Mr Easdon admitted that surgery was involved, but that it had been carried out by the vet because conventional treatment of Danny’s throat infection for pharyngitis and tonsillitis had failed.

"It certainly never changed his appearance and I didn’t think I had to tell the Kennel Club all the details," he added. "Danny has been famous since he was seven months old when he gained his first CC and since he was 10 months old when he won his first best in show. I think someone’s tipped the papers off out of jealousy at his win, even though after winning Crufts he’s now retired. I just hope it all can be sorted out amicably."


A Kennel Club spokesperson commented at the time, "We were unaware of any issue relating to this dog. The K C implements a permission to show procedure whereby, if a dog requires a surgical operation that may alter its natural conformation, then the owner needs to apply to the Kennel Club in writing, with a supporting veterinary letter, outlining when the dog was operated on and why. The request is then considered by the Kennel Club General Committee and a decision is made as to whether permission to show shall be granted.

"The office has instigated a provisional check of correspondence and it would appear that permission to show has not been requested by the owners for the dog in question. Following standard procedure, the office has therefore written to the owners to request their comments and we should be in receipt of a response shortly."

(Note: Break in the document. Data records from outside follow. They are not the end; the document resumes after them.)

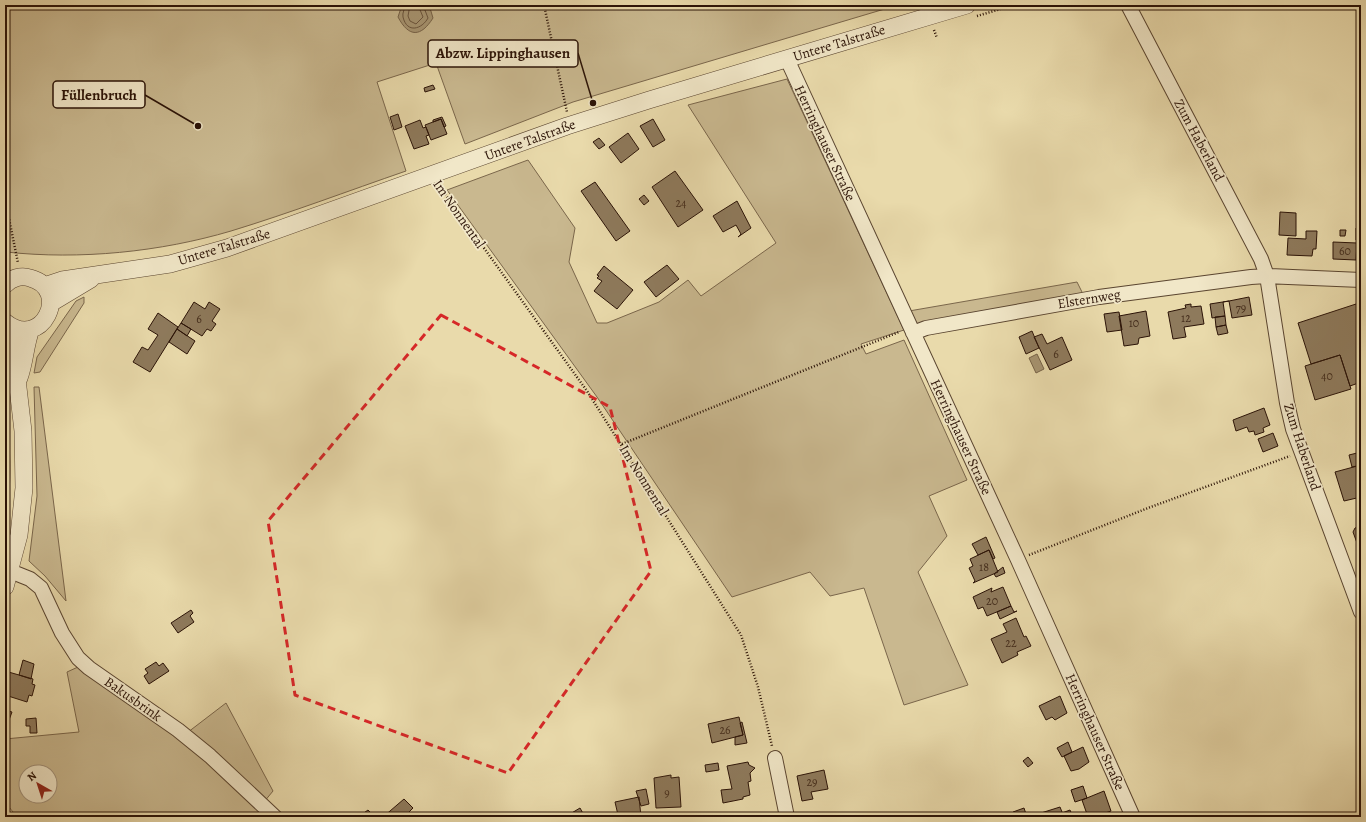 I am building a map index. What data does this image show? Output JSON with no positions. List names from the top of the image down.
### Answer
{
  "streets": {
    "street": [
      "Untere Talstraße",
      "Zum Haberland",
      "Herringhauser Straße",
      "Elsternweg",
      "Bakusbrink"
    ],
    "path": ["Im Nonnental"]
  },
  "crossings": [
    ["Untere Talstraße", "Herringhauser Straße"],
    ["Untere Talstraße", "Im Nonnental"],
    ["Zum Haberland", "Elsternweg"],
    ["Herringhauser Straße", "Elsternweg"]
  ],
  "places": ["Abzw. Lippinghausen", "Füllenbruch"],
  "house_numbers": [
    "24",
    "60",
    "79",
    "12",
    "6",
    "10",
    "6",
    "40",
    "18",
    "20",
    "22",
    "26",
    "29",
    "9"
  ],
  "north": "top left"
} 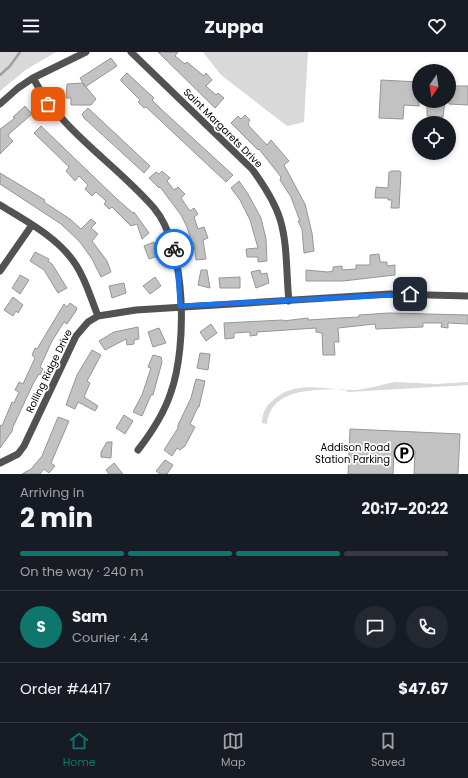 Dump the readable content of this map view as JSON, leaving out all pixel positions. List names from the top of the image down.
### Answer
{
  "streets": {
    "street": ["Saint Margarets Drive", "Rolling Ridge Drive"]
  },
  "crossings": [
    ["Saint Margarets Drive", "Rolling Ridge Drive"]
  ],
  "places": {
    "parking": ["Addison Road Station Parking"]
  },
  "north": "bottom",
  "page": {
    "header": "Zuppa",
    "heading": ["2 min", "Arriving in", "20:17–20:22"],
    "panel": [
      "Sam",
      "Courier · 4.4",
      "Order #4417",
      "$47.67"
    ],
    "bar": "On the way · 240 m",
    "round": "S",
    "tabs": ["Home", "Map", "Saved"]
  }
} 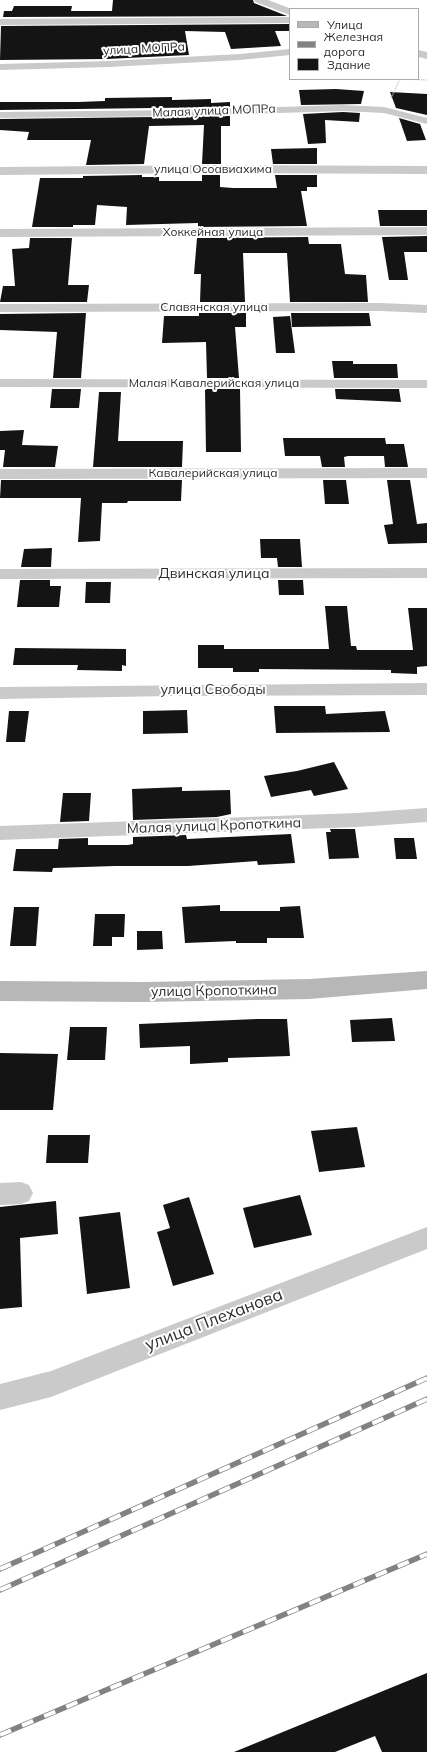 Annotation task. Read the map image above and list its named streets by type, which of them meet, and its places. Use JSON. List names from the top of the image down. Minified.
{"streets":{"main road":["улица Кропоткина"],"street":["улица МОПРа","Малая улица МОПРа","улица Осоавиахима","Хоккейная улица","Славянская улица","Малая Кавалерийская улица","Кавалерийская улица","Двинская улица","улица Свободы","Малая улица Кропоткина","улица Плеханова"]},"legend":["Улица","Железная дорога","Здание"]} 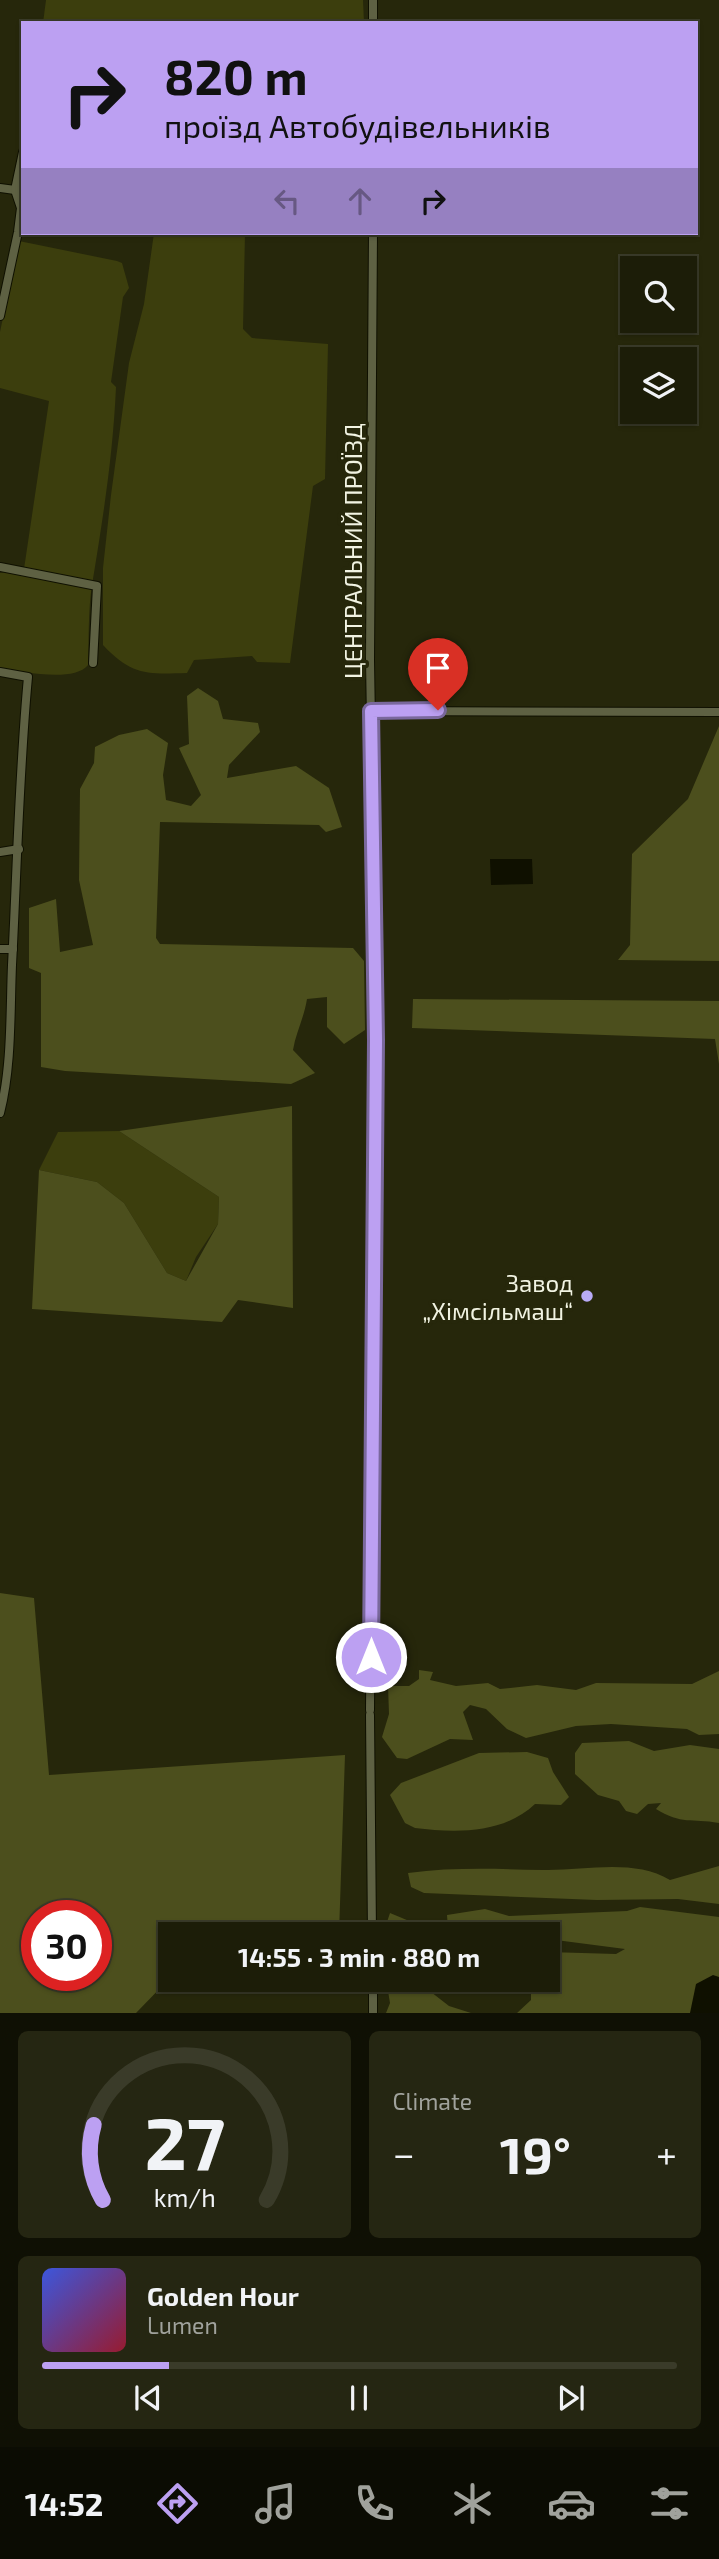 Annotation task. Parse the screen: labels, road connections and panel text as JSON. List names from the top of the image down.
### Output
{
  "streets": {
    "street": ["ЦЕНТРАЛЬНИЙ ПРОЇЗД"]
  },
  "places": ["Завод „Хімсільмаш“"],
  "page": {
    "turn": ["820 m", "проїзд Автобудівельників"],
    "limit": "30",
    "trip": "14:55 · 3 min · 880 m",
    "tile": "Climate",
    "heat": ["−", "19°", "+"],
    "song": ["Golden Hour", "Lumen"],
    "tabs": "14:52",
    "gauge": ["27", "km/h"]
  }
} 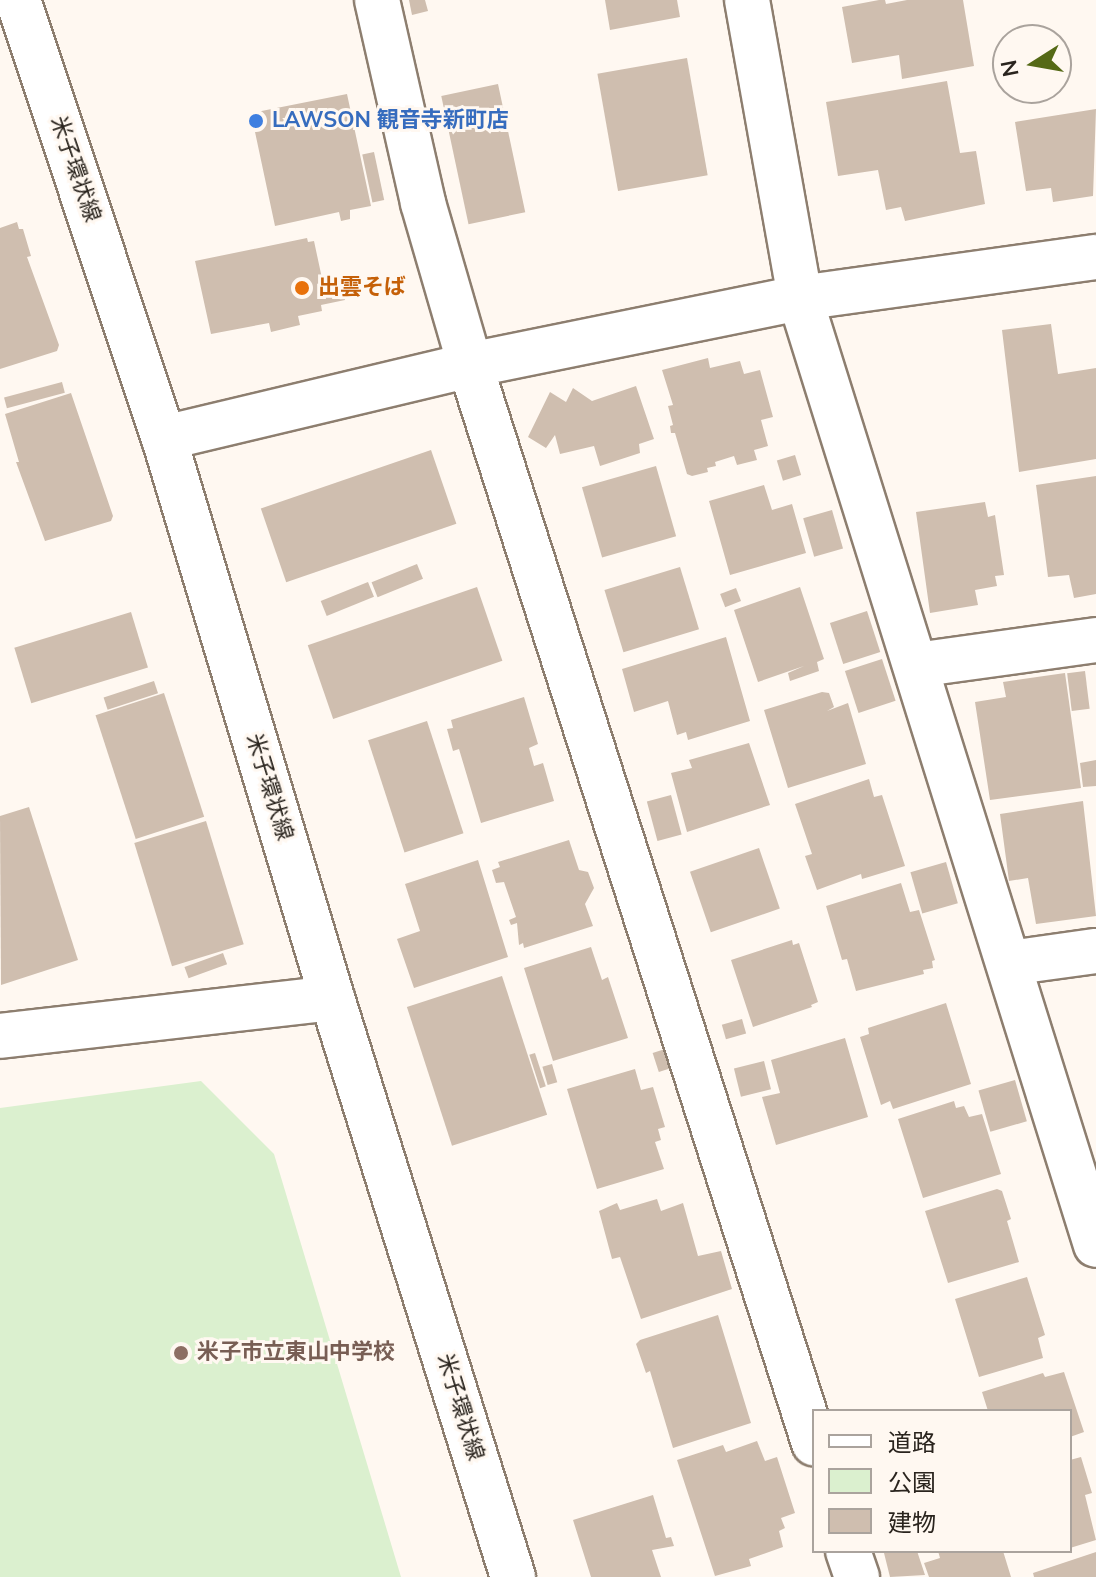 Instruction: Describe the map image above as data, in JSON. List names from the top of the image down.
{
  "streets": {
    "street": ["米子環状線"]
  },
  "places": ["LAWSON 観音寺新町店", "出雲そば", "米子市立東山中学校"],
  "legend": ["道路", "公園", "建物"],
  "north": "left"
} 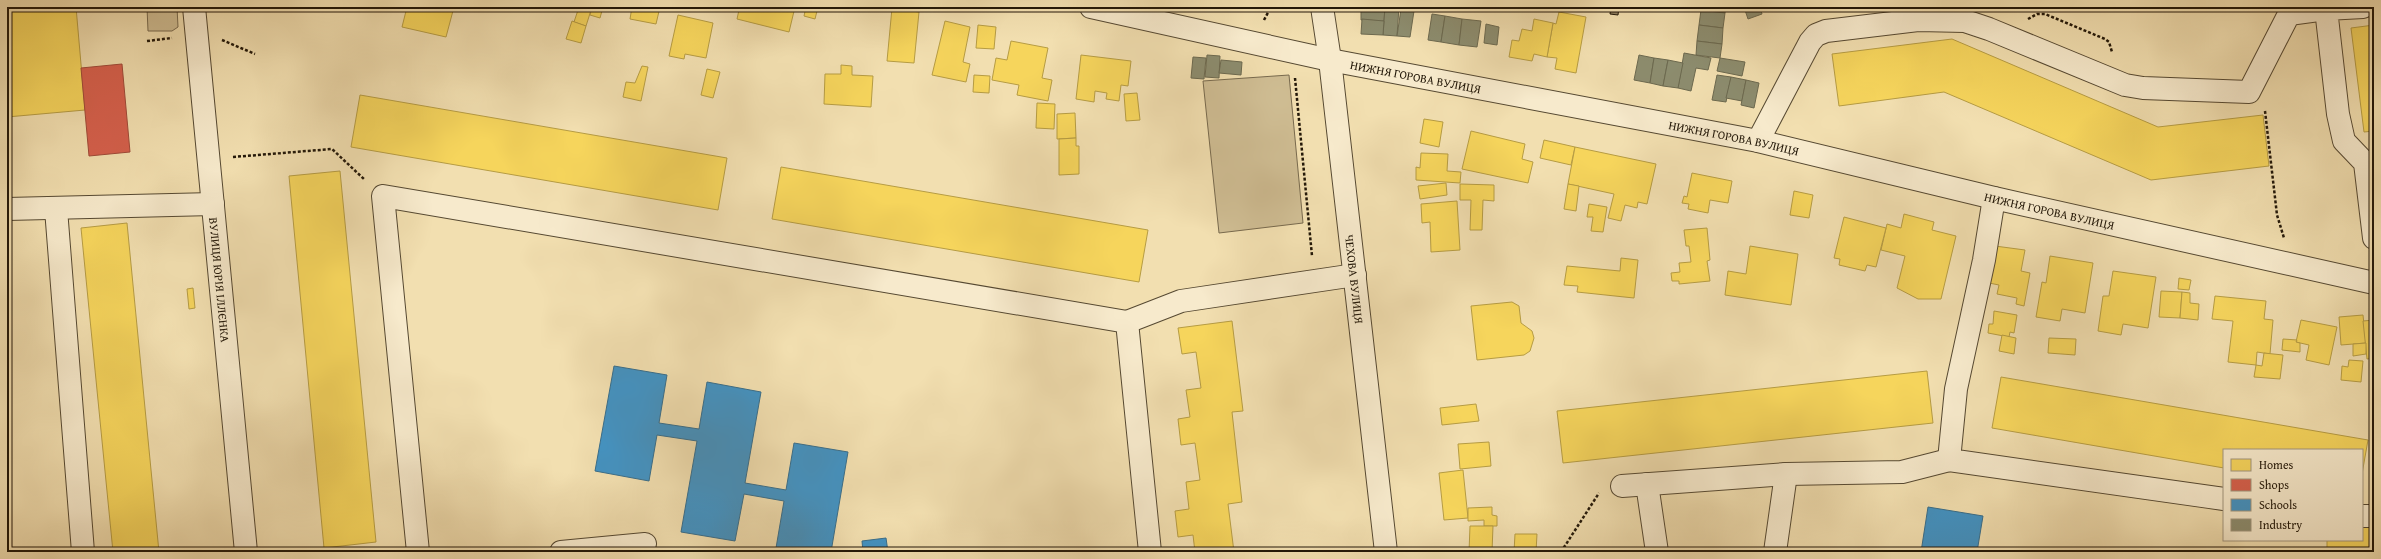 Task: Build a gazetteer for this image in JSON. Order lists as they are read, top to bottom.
{
  "streets": {
    "street": ["НИЖНЯ ГОРОВА ВУЛИЦЯ", "ЧЕХОВА ВУЛИЦЯ", "ВУЛИЦЯ ЮРІЯ ІЛЛЄНКА"]
  },
  "crossings": [
    ["НИЖНЯ ГОРОВА ВУЛИЦЯ", "ЧЕХОВА ВУЛИЦЯ"]
  ],
  "legend": [
    "Homes",
    "Shops",
    "Schools",
    "Industry"
  ]
}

In the intervening period, most of the daily national newspapers picked up on the ‘Danny story’, although not with as much vigour as would normally have been the case, due to the conflict in Iraq. Most of them parroted the Sunday mail story with all its inaccuracies, lading on the so-called ‘facelift’ aspect of the operation. Only the Daily Mail paid much attention to the salient facts – having most likely gleaned these from OUR DOGS.

None of the media coverage added any new dimensions to the story and it appeared that the nationals quickly lost interest, possibly because there was some important international news to occupy their attention for a change.